1948'deki bir görgü cemi etraflıca anlatılmış, Seyit Garip Musa Ocağına bağlı ve Yağabasan köyünde oturan Ali Dede, on iki ayda bir gelip köyü görgü sorgu cemine sokuyor. Düşkünler cezalandırılıyor, küsler barıştırılıyor. 27 müsahipli ve 54 çift ceme katılıyor lokma yiyen 130 kişi. Pengürt'te Hüseyin Kaya çok iyi saz çalıyor, zakir.
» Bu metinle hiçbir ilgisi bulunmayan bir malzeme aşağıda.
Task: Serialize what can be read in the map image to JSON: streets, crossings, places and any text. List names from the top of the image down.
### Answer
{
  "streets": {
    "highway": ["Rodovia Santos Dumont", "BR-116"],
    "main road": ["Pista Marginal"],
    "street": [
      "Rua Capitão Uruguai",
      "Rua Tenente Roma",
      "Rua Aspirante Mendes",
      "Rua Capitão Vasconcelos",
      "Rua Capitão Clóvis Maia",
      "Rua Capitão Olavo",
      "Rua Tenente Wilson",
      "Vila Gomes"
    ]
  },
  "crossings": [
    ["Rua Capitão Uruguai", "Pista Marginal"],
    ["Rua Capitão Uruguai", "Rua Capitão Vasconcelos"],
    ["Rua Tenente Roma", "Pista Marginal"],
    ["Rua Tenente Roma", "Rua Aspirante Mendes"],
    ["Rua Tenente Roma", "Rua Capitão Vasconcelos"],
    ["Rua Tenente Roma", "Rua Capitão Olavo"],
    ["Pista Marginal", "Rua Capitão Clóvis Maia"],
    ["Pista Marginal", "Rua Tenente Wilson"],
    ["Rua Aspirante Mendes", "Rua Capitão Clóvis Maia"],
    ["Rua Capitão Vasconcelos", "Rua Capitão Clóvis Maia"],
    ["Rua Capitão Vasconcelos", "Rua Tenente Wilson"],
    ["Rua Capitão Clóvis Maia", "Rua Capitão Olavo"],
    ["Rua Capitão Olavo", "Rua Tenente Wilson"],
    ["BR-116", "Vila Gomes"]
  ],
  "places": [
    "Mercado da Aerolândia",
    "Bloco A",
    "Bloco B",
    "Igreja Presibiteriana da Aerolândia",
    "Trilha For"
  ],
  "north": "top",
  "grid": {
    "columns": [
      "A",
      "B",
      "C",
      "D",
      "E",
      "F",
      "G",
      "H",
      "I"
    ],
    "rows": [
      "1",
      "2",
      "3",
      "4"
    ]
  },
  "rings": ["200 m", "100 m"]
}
Bu inanç önderleri köken olarak Horasan'dan Anadolu'da Karahöyük'e. Orada filizlenip Anadolu'nun dört bucağına dağılanlardan biri de Divriği'nin Alan köyüne, kendi adıyla anılan Garip Musa Mezrasına yerleşiyor, Seyit Garip Musa Sultan'ın torunlarından olan Seyit Garip Dede, oradan ayrılıyor Kars'a gidiyor ve 93 Harbinde bir kısım müritleri ile tekrar Divriği'nin Dumluca köyünü oluşturuyor ve daha sonra buranın iki saat ırağındaki Pengürt mezrasını kuruyorlar, Garip Dede'den sonra iki oğlu Mustafa ve Mahmut Dedeler oluyor, daha sonra onlardan Ali Dede ve Rıza Şahin'in babası Garip oluyor ve bu soy 300 yıllık bir hizmet süresini kapsıyor, Garip Dede de ve diğerleri de hem dedelik hizmeti hem de eski yazı, Arapça yazı üzerine hocalık yapıyorlar, denilmekte.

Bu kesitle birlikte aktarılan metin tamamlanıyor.